Resumo
Os objetivos desse estudo foram: 1) Avaliar a preservação da morfologia e desenvolvimento folicular, densidades foliculares e estromal do tecido ovariano canino vitrificado usando o dispositivo OTC (Ovarian Tissue Cryosystem) (Fase1); 2) Avaliar o efeito das regiões subcutâneas da pina e pescoço sobre a normalidade, densidade folicular e estromal, fibrose e proliferação estromal após autoenxerto ovariano canino (Fase 2).
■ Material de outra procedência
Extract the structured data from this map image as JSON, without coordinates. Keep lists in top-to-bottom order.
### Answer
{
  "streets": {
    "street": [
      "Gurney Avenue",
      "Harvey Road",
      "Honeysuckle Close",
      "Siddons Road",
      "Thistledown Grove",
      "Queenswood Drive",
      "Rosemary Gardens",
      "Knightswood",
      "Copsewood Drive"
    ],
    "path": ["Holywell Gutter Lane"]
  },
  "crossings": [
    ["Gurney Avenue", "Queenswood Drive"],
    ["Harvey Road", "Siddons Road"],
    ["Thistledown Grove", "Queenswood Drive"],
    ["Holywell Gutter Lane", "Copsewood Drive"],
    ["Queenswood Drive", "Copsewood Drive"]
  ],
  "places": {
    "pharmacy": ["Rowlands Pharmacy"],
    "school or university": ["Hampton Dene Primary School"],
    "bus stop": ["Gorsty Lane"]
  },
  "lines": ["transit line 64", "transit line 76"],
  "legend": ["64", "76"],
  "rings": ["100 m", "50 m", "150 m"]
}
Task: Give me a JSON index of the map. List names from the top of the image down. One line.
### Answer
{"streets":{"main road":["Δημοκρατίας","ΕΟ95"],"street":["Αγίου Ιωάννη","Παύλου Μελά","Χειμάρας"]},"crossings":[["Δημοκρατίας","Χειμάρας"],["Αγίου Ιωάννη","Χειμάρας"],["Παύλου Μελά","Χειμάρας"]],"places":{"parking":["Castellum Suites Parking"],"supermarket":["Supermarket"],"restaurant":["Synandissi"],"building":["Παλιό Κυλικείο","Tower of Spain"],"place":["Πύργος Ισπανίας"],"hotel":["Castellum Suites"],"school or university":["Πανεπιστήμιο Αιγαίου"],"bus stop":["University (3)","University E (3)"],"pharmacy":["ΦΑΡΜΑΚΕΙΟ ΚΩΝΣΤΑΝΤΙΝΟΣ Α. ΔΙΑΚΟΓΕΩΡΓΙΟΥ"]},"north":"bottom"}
Na Fase 1, os fragmentos foram coletados por punch e vitrificados usando o OTC. Na Fase 2, os fragmentos foram autotransplantado na pina (Pi) e pescoço (Pe) e recuperados após 7 e 15 dias. Na Fase 1, após vitrificação, a porcentagem média total de folículos foi reduzida (P < .05). No entanto, os folículos primordiais se conservaram, a densidade folicular se manteve (P > .05) e a densidade estromal foi reduzida (P < .05). Na Fase 2, houve manutenção (P > .05) da normalidade folicular na Pi-15 e Pe-7, densidade folicular e estromal reduzida (P < .05) quando comparadas ao controle. A fibrose, identificada pela fibronectina, e deposição de colágenos tipo I, determinado por picrosirius, aumentaram quando comparados ao controle (P < .05) e a taxa de proliferação (PCNA) estromal foi superior na Pi-15 (P < .05). Concluímos que o OTC foi capaz de manter taxas satisfatórias de folículos normais na vitrificação de tecido ovariano canino e o autotransplante na região da pina foi capaz de manter a normalidade folicular após 15 dias.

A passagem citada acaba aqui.